2024 Awardees : TYLER JENKINS and
DAMALI WILLINGHAM
Tyler Jenkins
Tyler Jenkins (also known as Tyler Goldchain) is a New Haven based musician/composer whose artistic journey began with the vibrant music he experienced in his grandmother’s Jamaican storefront church in Bridgeport. At age 4, he was playing drums at church. By 4th grade, he played multiple instruments. He then continued to soar musically through high school – studying at both Neighborhood Music School and the Educational Center for the Arts — and achieving acclaim and awards. One example: A protest song against gun violence he wrote in his senior year was included in an album of student protest songs produced by a Grammy-winning producer.
Tyler continued to expand his creative reach while at Wesleyan College on a full scholarship. While there he scored several short student films, one of which, Graveyard, won multiple national awards including “Best Original Score” by the Los Angeles Crime and Horror Film Festival.
Since graduation, his upward trajectory has continued. He sang background on Alicia Keys’ 2022 World Tour and founded a music composition company, Goldchain Entertainment.
Also quite significant, especially in terms of the Bitsie Fund: He composed music for the award-winning play, Death by a Thousand Cuts, written and directed by fellow Bitsie Fund awardee Steve Driffin. Tyler is currently composing his first feature length film and composing for an experimental dance film. He has also received his first orchestral commission from the New Haven Symphony Orchestra, an arrangement for its 2025 family concert based on Anansi the Spider.

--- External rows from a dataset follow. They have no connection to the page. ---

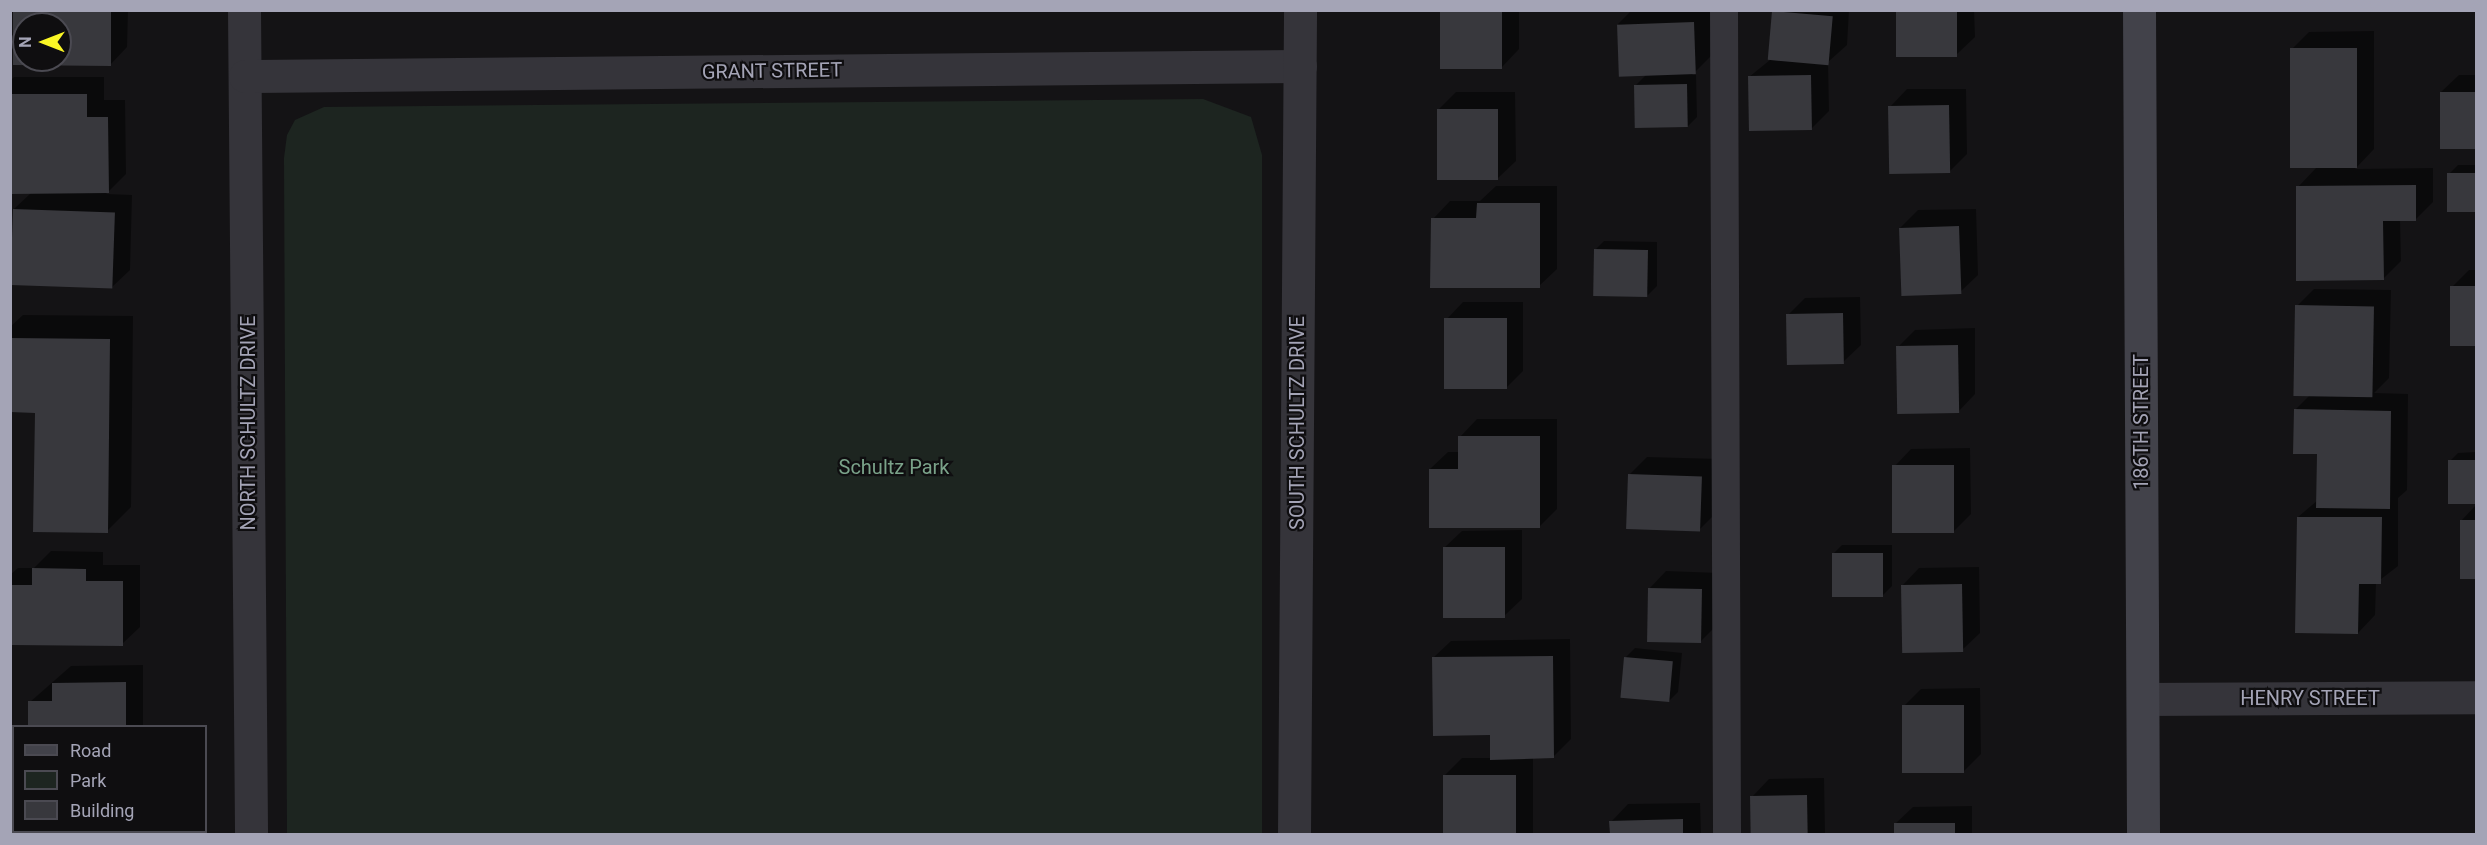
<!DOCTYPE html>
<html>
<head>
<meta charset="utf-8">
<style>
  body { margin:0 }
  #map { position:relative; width:2487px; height:845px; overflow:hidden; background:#141315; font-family:Roboto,sans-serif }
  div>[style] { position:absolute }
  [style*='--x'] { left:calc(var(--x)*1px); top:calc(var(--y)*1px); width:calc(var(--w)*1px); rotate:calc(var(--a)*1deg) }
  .green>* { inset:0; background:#1d2520 }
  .shadow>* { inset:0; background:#0007 }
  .building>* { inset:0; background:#38383d; transform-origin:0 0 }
  .lane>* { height:28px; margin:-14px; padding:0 14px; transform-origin:14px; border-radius:14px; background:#35343a }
  .street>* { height:33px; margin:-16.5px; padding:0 16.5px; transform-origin:16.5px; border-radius:16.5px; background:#35343a }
  .secondary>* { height:33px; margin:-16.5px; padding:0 16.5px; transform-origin:16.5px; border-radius:16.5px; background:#42424a }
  span { translate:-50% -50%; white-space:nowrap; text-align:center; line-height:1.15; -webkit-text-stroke:4.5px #0f0e10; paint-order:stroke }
  .street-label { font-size:20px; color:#a4a4b6 }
  .park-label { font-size:20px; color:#7aa289 }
  .frame { position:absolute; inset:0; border:12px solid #a4a4b6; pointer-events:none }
  .legend { position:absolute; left:12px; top:725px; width:195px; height:108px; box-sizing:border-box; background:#0f0e10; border:2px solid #4b4a52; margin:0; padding:8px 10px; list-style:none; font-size:18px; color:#a4a4b6 }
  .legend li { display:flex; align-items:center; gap:12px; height:30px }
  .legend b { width:30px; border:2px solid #4b4a52 }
  .north { position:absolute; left:12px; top:12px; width:60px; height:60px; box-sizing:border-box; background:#0f0e10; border:2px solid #4b4a52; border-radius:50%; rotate:270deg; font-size:16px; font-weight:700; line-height:24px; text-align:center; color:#a4a4b6 }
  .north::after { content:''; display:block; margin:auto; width:21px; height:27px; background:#fbf725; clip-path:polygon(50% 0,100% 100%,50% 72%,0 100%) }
</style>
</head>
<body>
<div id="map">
  <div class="green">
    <i style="clip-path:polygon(1203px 99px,1251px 117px,1262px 155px,1262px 834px,287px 834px,284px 158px,287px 135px,295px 120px,324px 107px)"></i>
  </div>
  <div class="shadow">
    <i style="clip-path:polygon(evenodd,15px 10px,128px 10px,127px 47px,110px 65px,14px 63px,15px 10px,24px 24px,60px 24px,60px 60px,24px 60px,24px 24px)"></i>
    <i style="clip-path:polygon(1442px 10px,1519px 10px,1519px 49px,1502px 67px)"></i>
    <i style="clip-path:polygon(1632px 10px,1711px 10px,1712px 55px,1692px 75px,1696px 75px,1697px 117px,1688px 126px,1636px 85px,1647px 74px,1618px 24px)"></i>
    <i style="clip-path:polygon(1775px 10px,1849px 10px,1847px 45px,1828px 62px,1829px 111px,1811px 129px,1749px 77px,1770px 60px)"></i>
    <i style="clip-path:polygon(1897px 10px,1974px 10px,1975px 37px,1957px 54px)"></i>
    <i style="clip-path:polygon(2374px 31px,2374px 149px,2355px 169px,2433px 168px,2433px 202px,2416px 219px,2400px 219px,2401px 261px,2383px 279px,2298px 187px,2317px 167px,2292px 49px,2309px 32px)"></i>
    <i style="clip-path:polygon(2459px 75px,2476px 75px,2476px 148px,2440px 148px,2441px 92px)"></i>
    <i style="clip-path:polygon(14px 77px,104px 77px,104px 100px,125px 100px,126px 174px,106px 194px,132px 195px,130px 270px,112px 287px,14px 209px,31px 193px,10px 193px,10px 81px)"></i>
    <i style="clip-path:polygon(1907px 89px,1966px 89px,1967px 154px,1950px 171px,1890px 107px)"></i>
    <i style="clip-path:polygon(1456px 92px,1515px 92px,1516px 161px,1498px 178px,1438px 110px)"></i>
    <i style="clip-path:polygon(2458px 165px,2476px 165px,2476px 210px,2449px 210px,2449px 174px)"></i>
    <i style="clip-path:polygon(1496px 186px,1557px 186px,1557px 269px,1539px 286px,1433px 219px,1450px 201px,1480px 201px)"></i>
    <i style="clip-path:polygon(1976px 209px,1978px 275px,1960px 292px,1900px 228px,1918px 210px)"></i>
    <i style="clip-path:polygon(1604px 241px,1657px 242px,1657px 286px,1648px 295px,1595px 250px)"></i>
    <i style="clip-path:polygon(2469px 270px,2476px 270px,2476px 344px,2454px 345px,2452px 287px)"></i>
    <i style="clip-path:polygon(2314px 289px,2391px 290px,2389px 378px,2374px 393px,2408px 394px,2407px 490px,2398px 498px,2398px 566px,2376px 583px,2375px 615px,2358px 633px,2298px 517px,2318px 500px,2318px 453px,2295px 410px,2311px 394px,2297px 306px)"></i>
    <i style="clip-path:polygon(1860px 297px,1861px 345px,1843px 362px,1788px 315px,1805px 298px)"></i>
    <i style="clip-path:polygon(1463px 302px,1523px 302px,1523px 371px,1506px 388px,1446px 320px)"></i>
    <i style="clip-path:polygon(23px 315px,133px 316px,131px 507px,107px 531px,37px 411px,10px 411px,10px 327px)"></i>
    <i style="clip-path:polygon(1975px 328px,1975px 394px,1958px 412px,1898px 347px,1915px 330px)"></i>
    <i style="clip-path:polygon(1477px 419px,1557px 419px,1557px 509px,1539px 527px,1430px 469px,1448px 452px,1460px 452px,1460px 437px)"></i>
    <i style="clip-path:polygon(1970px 448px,1971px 514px,1954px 531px,1894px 467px,1911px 449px)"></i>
    <i style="clip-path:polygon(2476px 452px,2476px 502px,2451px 503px,2449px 462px,2458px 453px)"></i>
    <i style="clip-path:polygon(1647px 457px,1719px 459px,1717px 512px,1700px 529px,1630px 474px)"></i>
    <i style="clip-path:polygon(2476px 505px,2476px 577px,2463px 577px,2461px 521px)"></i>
    <i style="clip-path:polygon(1522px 530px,1522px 599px,1504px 616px,1444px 548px,1462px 531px)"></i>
    <i style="clip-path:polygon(1842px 545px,1892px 545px,1892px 586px,1883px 595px,1833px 554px)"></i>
    <i style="clip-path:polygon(51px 551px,103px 552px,103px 565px,140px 565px,140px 627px,122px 644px,10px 643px,10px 575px,18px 568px,34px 568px)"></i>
    <i style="clip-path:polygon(1979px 567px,1980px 633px,1962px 650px,1902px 586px,1919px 568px)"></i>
    <i style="clip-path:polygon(1666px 571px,1719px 573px,1717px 625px,1700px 642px,1649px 589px)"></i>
    <i style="clip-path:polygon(1570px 639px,1571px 739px,1553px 757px,1533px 757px,1533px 834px,1445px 834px,1444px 776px,1462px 758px,1491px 758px,1491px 734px,1433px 658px,1451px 641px)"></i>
    <i style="clip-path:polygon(1635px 648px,1682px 653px,1678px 692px,1669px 701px,1626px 657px)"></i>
    <i style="clip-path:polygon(143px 665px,143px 726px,30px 726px,30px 702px,71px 666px)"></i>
    <i style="clip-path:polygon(1980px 688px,1981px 754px,1964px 771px,1904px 706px,1921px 689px)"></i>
    <i style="clip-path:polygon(1824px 778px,1825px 834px,1753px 834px,1752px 797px,1769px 779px)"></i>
    <i style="clip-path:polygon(14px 782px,14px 832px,135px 832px,135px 834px,10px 834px)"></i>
    <i style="clip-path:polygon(1700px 803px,1701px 834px,1611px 834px,1611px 822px,1628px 804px)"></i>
    <i style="clip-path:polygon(1972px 806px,1972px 834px,1895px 834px,1895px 824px,1913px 807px)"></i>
  </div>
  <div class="building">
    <i style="clip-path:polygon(evenodd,13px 10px,111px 10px,111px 66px,13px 65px,13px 10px,24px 24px,60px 24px,60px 60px,24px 60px,24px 24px)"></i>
    <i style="left:1440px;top:10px;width:62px;height:59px"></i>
    <i style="left:1896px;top:10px;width:61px;height:47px"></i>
    <i style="left:1772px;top:11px;width:61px;height:49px;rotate:5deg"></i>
    <i style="left:1694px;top:22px;width:52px;height:77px;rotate:88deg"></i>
    <i style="left:2357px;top:48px;width:120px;height:67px;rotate:90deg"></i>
    <i style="left:1811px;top:75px;width:55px;height:63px;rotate:89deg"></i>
    <i style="left:1687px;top:84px;width:43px;height:53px;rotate:89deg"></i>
    <i style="left:2440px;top:92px;width:36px;height:57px"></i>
    <i style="clip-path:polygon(10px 94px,87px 94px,87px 117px,108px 117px,109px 193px,10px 194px)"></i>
    <i style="left:1949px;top:105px;width:68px;height:61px;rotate:89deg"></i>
    <i style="left:1437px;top:109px;width:61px;height:71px"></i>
    <i style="left:2447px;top:173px;width:29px;height:39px"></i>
    <i style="clip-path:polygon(2416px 185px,2416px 221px,2383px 221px,2384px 280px,2296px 281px,2296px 186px)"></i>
    <i style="clip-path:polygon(1477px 203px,1540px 203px,1540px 288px,1430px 288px,1431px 218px,1476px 218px)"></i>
    <i style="left:13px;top:209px;width:102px;height:76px;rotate:2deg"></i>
    <i style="left:1959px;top:226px;width:68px;height:60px;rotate:88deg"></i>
    <i style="left:1594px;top:249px;width:54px;height:47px;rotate:1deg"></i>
    <i style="left:2476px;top:286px;width:60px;height:26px;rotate:90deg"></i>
    <i style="left:2295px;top:305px;width:79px;height:91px;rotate:1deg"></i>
    <i style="left:1843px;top:313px;width:51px;height:57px;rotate:89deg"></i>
    <i style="left:1507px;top:318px;width:71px;height:63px;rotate:90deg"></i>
    <i style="clip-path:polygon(10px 338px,110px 339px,108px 533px,33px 532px,35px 413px,10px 412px)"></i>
    <i style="left:1958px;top:345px;width:68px;height:62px;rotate:89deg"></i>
    <i style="clip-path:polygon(2294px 409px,2391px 411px,2390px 509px,2316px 508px,2317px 454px,2293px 454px)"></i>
    <i style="clip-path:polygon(1458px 436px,1540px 436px,1540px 528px,1429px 528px,1429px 469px,1458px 469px)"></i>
    <i style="left:2476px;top:460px;width:44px;height:28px;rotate:90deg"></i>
    <i style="left:1954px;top:465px;width:68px;height:62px;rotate:90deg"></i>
    <i style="left:1628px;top:474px;width:74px;height:55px;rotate:2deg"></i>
    <i style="clip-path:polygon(2297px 517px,2382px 517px,2381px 584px,2359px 584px,2358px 634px,2295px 633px)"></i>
    <i style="left:2460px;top:520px;width:16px;height:59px"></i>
    <i style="left:1505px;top:547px;width:71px;height:62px;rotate:90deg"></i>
    <i style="left:1832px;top:553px;width:51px;height:44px"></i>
    <i style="clip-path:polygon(32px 568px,86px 569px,86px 581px,123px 581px,123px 646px,10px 645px,10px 585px,32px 585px)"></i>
    <i style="left:1962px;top:584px;width:68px;height:61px;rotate:89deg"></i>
    <i style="left:1648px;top:588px;width:54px;height:54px;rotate:1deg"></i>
    <i style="clip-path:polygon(1553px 656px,1554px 758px,1490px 760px,1490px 735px,1433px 736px,1432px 657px)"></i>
    <i style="left:1624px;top:657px;width:49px;height:41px;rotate:5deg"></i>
    <i style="clip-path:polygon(126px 682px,126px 726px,28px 726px,28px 701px,52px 701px,52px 683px)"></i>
    <i style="left:1902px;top:705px;width:62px;height:68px"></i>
    <i style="left:1443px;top:775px;width:73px;height:59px"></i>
    <i style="clip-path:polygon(10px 786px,14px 832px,119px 832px,119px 834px,10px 834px)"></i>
    <i style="left:1807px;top:795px;width:39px;height:57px;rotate:89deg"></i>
    <i style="clip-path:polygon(1683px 819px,1683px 834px,1610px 834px,1609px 821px)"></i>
    <i style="left:1955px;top:823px;width:11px;height:61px;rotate:90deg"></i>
  </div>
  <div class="lane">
    <i style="--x:1724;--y:10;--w:824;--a:89.79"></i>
  </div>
  <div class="street">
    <i style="--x:244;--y:10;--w:824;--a:89.51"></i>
    <i style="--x:245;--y:76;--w:1055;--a:-0.54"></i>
    <i style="--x:2143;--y:699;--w:333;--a:-0.3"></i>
    <i style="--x:1294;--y:834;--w:824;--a:-89.58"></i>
  </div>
  <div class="secondary">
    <i style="--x:2139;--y:10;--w:824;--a:89.72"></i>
  </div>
  <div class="street-label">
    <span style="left:772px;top:71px;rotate:-1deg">GRANT STREET</span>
    <span style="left:2141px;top:422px;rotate:-90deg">186TH STREET</span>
    <span style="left:248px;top:423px;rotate:-90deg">NORTH SCHULTZ DRIVE</span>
    <span style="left:1297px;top:423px;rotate:-90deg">SOUTH SCHULTZ DRIVE</span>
    <span style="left:2310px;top:698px">HENRY STREET</span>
  </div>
  <div class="park-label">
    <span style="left:894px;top:467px">Schultz Park</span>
  </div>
  <div class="frame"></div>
  <ul class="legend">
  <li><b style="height:8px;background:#42424a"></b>Road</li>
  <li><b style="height:16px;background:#1d2520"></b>Park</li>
  <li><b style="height:16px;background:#38383d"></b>Building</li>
  </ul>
  <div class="north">N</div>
</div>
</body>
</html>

Tyler’s project for the Bitsie Fund is an original composition written for New Haven musicians. He describes the piece as an “introspective meditation of love and healing.” It “articulates the semi-autobiographical perspective of a black boy experiencing love in his life” and “purposely differs from the trauma-based storytelling that is very popular in the media.”
Damali Willingham
Damali Willingham is a conductor, composer, multi-instrumentalist and educator living in New Haven. They started playing saxophone at age 9, bassoon at 11, and when 13, began to compose, with some of their compositions performed by youth orchestras and the Atlanta Symphony Orchestra. At age 14, they began conducting; and by age 17, they had received major recognition in the conducting field.
Damali’s upward trajectory continued at the Berklee College of Music, where they served as music director and guest conductor of numerous ensembles, including the Berklee Motion Picture Orchestra, the college’s largest student-run ensemble. Since graduating Summa Com Laude, Damali has continued to garner accolades and awards, including a prestigious conducting award at the 2023 Aspen Conducting Academy.
They are currently working as a teaching artist and conducting fellow with the Greater Connecticut Youth Orchestras, fulfilling a passion for teaching and working with youth.
Although clearly destined for a distinguished career as a classical conductor, Damali realized that to be true to themselves, they had to change direction. “The confines of classical music,” they explain, “don’t provide the space for all parts of my artistic identity to be expressed, and I know that there is a tremendous potential for me to grow into the parts of my artistry that have been neglected by the classical pedagogy.”
Damali’s new pursuit, which the Bitsie Fund will support, includes exploring the music of their ancestors, focusing on various genres within contemporary music and bringing that into “conversation with their classical music education.” “Rounding out my skill sets in this way,” Damali explains, “will bring joy and honesty into the work I do which I want to be the basis of the career that I build.” Damali is also committed to collaboration with some of the extraordinary musicians in the New Haven area, and through that collaboration, to bring life, health and spiritual vitality to the community through music.